| ASSIGNED TASK |
Lines of the material that include the string "color" should be returned.

*** Opening RECORDED INFORMATION ***

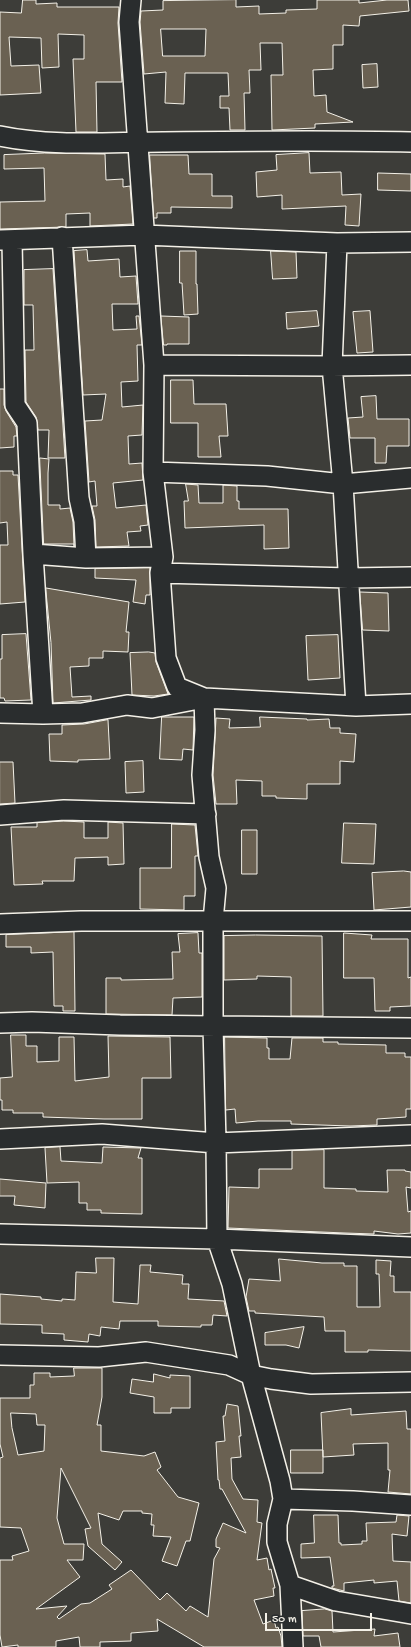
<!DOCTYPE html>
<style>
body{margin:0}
#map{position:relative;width:411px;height:1647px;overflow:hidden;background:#3d3d39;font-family:"Gochi Hand",sans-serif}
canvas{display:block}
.scale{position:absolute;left:265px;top:1613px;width:107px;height:18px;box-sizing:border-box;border:2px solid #f4f1e8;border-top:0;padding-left:5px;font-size:12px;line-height:14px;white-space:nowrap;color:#f4f1e8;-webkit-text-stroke:3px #2a2d2e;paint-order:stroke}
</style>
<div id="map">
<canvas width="411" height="1647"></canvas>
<div class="scale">50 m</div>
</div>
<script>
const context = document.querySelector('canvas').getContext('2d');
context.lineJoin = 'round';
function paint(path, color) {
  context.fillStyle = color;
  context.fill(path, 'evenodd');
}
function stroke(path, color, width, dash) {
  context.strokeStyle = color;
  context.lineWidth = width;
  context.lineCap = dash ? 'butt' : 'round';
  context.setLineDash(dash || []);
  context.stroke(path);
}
const building = new Path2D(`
 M23 0H36V4L57 3V7H119L118 23 122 82H96L97 132H76L73 59H84V35L58 34 59 67 42 68 41 38 9 37 11 66 39 65 41 93 0 95V12L21 13Z
 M236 0V7L259 6V14L286 13V10L317 9V0H359V3L387 0H408L409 11 360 16 359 26 343 25V45H333V69L313 70 314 96 326 95 327 112 353 122 315 124V128L272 130 271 75H283L282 43H260L261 70H249L250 93H244L245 130H230L229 108H220V96H229L228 73H185L184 104 165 103 166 72 144 74 140 22 141 11 163 10V1ZM161 29H206L205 56H163Z
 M377 64 378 87 363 88 362 65Z
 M45 153 105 154 106 180 123 179V187L130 186 133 224 90 226V213L66 214V227L0 229V202L45 201 44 168 4 169V155Z
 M309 153 310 173 341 172 342 195 361 194 359 226 345 225 346 206 282 209V195L257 197 256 172 277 170 276 155Z
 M150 155H188L189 174H212V196H232V208L171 207V213H157V218H154Z
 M378 173 411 174V191L378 190Z
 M87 250 88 261 119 259 120 277 136 276 138 304H112L113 330 137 329 136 316H139L142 345H137L138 381 121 382 122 407 143 405 142 435 128 436 129 464 142 463 143 480 113 483 116 508 146 505 148 525 140 526 141 531 127 532 129 546 96 547 95 520 92 506H97L95 481 89 482 85 421 102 420 106 394 83 395 74 251Z
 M180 251H196V284H197L198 314 184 315 182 283H180Z
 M271 251 296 252 297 278 273 279Z
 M53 269 65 458H48L49 430H38L36 417 26 402 25 350H34L33 305H24V270Z
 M317 311 319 326 287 329 286 313Z
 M370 311 373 352 357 353 353 312Z
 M161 316 189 317V344H167V345H164Z
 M171 380H193L194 404H226L228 436H219L221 457H198V423H171Z
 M0 389H4V405L6 411 16 427 17 436H14V447L0 448Z
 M376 396 377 419H409V446H387L386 463H375V438H350L348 418 363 417 361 397Z
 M40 458 49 459 48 473V505H60V509L70 508 73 522 74 546V544H44Z
 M0 471H13V475H18L25 602 0 604V545H8L7 522 0 523Z
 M186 484 198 485 199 503H223V485L237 486V501H239V509H288L289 548 264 549V525L185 528 184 501H188Z
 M150 568V595H146L145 604 133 602 136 580 95 578V569Z
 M46 588 129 602 126 632H129L128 652 103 651V658H89V666L70 667 72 697 91 696V700L53 703 51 643Z
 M360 592 388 593 389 631 363 630Z
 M26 634 31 700 5 701 4 698H0V659H2V635Z
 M338 635 340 678 308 680 306 636Z
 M149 652 155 653 156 662 168 694 154 696 132 695 130 653Z
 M162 717H194L193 750 183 749 182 760 160 759Z
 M260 717 307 719V720L329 719 330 728H340V733L356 734 354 762 340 761V784H307V799L276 798V796H262V781L236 780 237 804H216L213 775 216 718 230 719 229 728 260 727Z
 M108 720 110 759 78 760V762L50 761 49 734H62V725L84 724Z
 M143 761 144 792 126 793 125 762Z
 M0 762H13L15 803 0 804Z
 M64 821 84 822V838H108V822L123 823 124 864 108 865V857L75 858 74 881H42L43 884 14 885 11 827H37V823Z
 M344 823 376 824 374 864 342 863Z
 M172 824 195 825 198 856H195V896H184V910L140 909V868H171Z
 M242 830H257V874H242Z
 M404 871 411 872V907L374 910 372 873Z
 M74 932 75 1011H63V1006H54L53 952 31 953V947H6V935Z
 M198 933 199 953H202V997L173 998 172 1015 106 1014V978H121V980L173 979 172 952H180L178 934Z
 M344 933 372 935 371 939H408V978L411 977V1006L390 1007V1011H375L374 978H344Z
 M256 935 322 936 323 1016H291V977L257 976V979L224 980V936Z
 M11 1035H26V1046H37V1062L59 1061V1037H74L75 1081 109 1077 108 1036 170 1037 171 1078H142V1119H104L43 1117V1113H13V1110H2V1100H0V1078L12 1077Z
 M225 1037 267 1038V1048H269V1059H290L292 1038H323V1042H338V1044L386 1045V1053H405V1057H411V1109H406V1117L377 1119V1125L350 1126 291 1124V1121H258L236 1123 235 1109 226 1110Z
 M60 1147 61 1161 102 1163 103 1147 141 1148 138 1158H142V1214L101 1213V1210H87V1203H79V1182L47 1183 45 1148Z
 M324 1150V1188L356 1189V1191L388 1192 387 1170H405V1171L411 1172V1188L406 1187 408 1212 411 1211V1233L398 1234 374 1231V1234L345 1233 228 1228 229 1187 259 1188V1169H292V1151Z
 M0 1179 46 1183 45 1208 14 1205 15 1196H0Z
 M96 1258H114L113 1302 138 1304 140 1265H151L150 1272 183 1275 182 1284H189L188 1299 224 1301 227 1316 213 1315 212 1325H201V1327L158 1326V1321H120L119 1329 101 1327 100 1336 89 1334 88 1342 64 1340V1334L42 1333V1325L0 1324V1294L41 1297V1299L62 1301V1299L75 1300 76 1272 96 1273Z
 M279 1259 322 1263H344V1266H357V1307H380L379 1274H376V1260L391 1261 390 1276H394V1292H411V1351L368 1350V1352H345V1331H325L324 1317 255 1313V1311H249L246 1297 249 1279 280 1281Z
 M304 1327 299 1348 286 1345H265V1333Z
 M74 1368H102V1397L97 1425H101V1451L144 1456 155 1452 161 1467 157 1470 178 1497 199 1503 190 1541H186L177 1566 162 1561 171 1537 153 1536 154 1525H151L152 1514 142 1513V1511H123L119 1520 98 1513 102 1544 122 1562 115 1570 88 1546 85 1529 91 1528 61 1468 57 1518 64 1544H84L83 1560H67L80 1577 36 1609 67 1606 57 1617 59 1619 81 1604 90 1603 112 1589 109 1585 131 1570 160 1600 167 1593 186 1611 190 1606 208 1617 214 1559 220 1548 216 1547V1539L223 1523 246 1533 222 1489H220L219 1480H218L216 1442 225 1441 223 1416H225L227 1404 238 1406 241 1436H239L241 1457 231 1458 232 1479 243 1499 258 1500 257 1522 262 1523 257 1560 267 1558 269 1570 271 1569 275 1588H273L274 1596 254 1600 263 1624 274 1620 276 1628 278 1627 281 1636 282 1647H204L157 1619 158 1631 131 1633V1641L100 1642V1647H80L79 1637 56 1641V1647H18V1645L2 1647 0 1635V1560H13L12 1556 29 1551 21 1528 0 1527V1458L3 1457 0 1444V1398H30V1385H34V1373H50V1377L74 1376ZM11 1413 36 1414 37 1425H45L44 1451 18 1455 12 1428Z
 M154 1374 170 1378V1375L190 1376V1408H171V1413H154V1397L130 1393 132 1379 153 1382Z
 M351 1409V1415L406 1411 407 1429H411V1494L388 1492 390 1470H388V1443L353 1444 354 1455 323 1457 321 1413Z
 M291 1450H323V1473H291Z
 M314 1515H338L339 1543H341V1545L362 1544V1541H367L366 1523 396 1522 397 1515 409 1516 407 1536 392 1534 393 1561 411 1562V1603L399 1601 397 1581 374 1583V1580L344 1583V1591L332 1588V1586H334L330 1557 301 1558V1544L314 1543Z
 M325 1609 332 1611 333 1632 375 1629 374 1636 398 1633 400 1647H321L319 1636H303L302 1611Z`);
const minor = new Path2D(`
 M131 0 129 22 154 365 153 472 163 557 160 573 166 658 177 687 204 698 205 730 202 775 209 857 216 888 213 921V1026L216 1143 217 1239 232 1284 251 1375 280 1481 283 1499 277 1524V1542L290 1585 293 1647
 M0 136C53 147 109 142 163 142 246 141 328 140 411 142
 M62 237 79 498 84 521 86 558
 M1 240 144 235 337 243 411 242
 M12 240 15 405 27 423 33 554 43 714
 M337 243 332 366 343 484 356 706
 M154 365 332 366 411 365
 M153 472 267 476 343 484 411 478
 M33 554 86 558 163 557
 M160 573 349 578 411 577
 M0 713 43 714 82 713 127 705 152 708 204 698 356 706 411 704
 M0 815 64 810 206 814
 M0 924 81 921H411
 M0 1023 32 1022 120 1025 411 1028
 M0 1139 102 1134 216 1143 411 1135
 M0 1234 217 1239 411 1247
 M0 1355 99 1357 146 1352 229 1365 251 1375 271 1379 311 1384 411 1382
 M283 1499 353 1501 411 1505
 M290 1585 336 1601 411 1614`);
paint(building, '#6a6152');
stroke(building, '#f4f1e8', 1);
stroke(minor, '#f4f1e8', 22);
stroke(minor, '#2a2d2e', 19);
</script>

*** Closing RECORDED INFORMATION ***

| REPLY |
.scale{position:absolute;left:265px;top:1613px;width:107px;height:18px;box-sizing:border-box;border:2px solid #f4f1e8;border-top:0;padding-left:5px;font-size:12px;line-height:14px;white-space:nowrap;color:#f4f1e8;-webkit-text-stroke:3px #2a2d2e;paint-order:stroke}
function paint(path, color) {
  context.fillStyle = color;
function stroke(path, color, width, dash) {
  context.strokeStyle = color;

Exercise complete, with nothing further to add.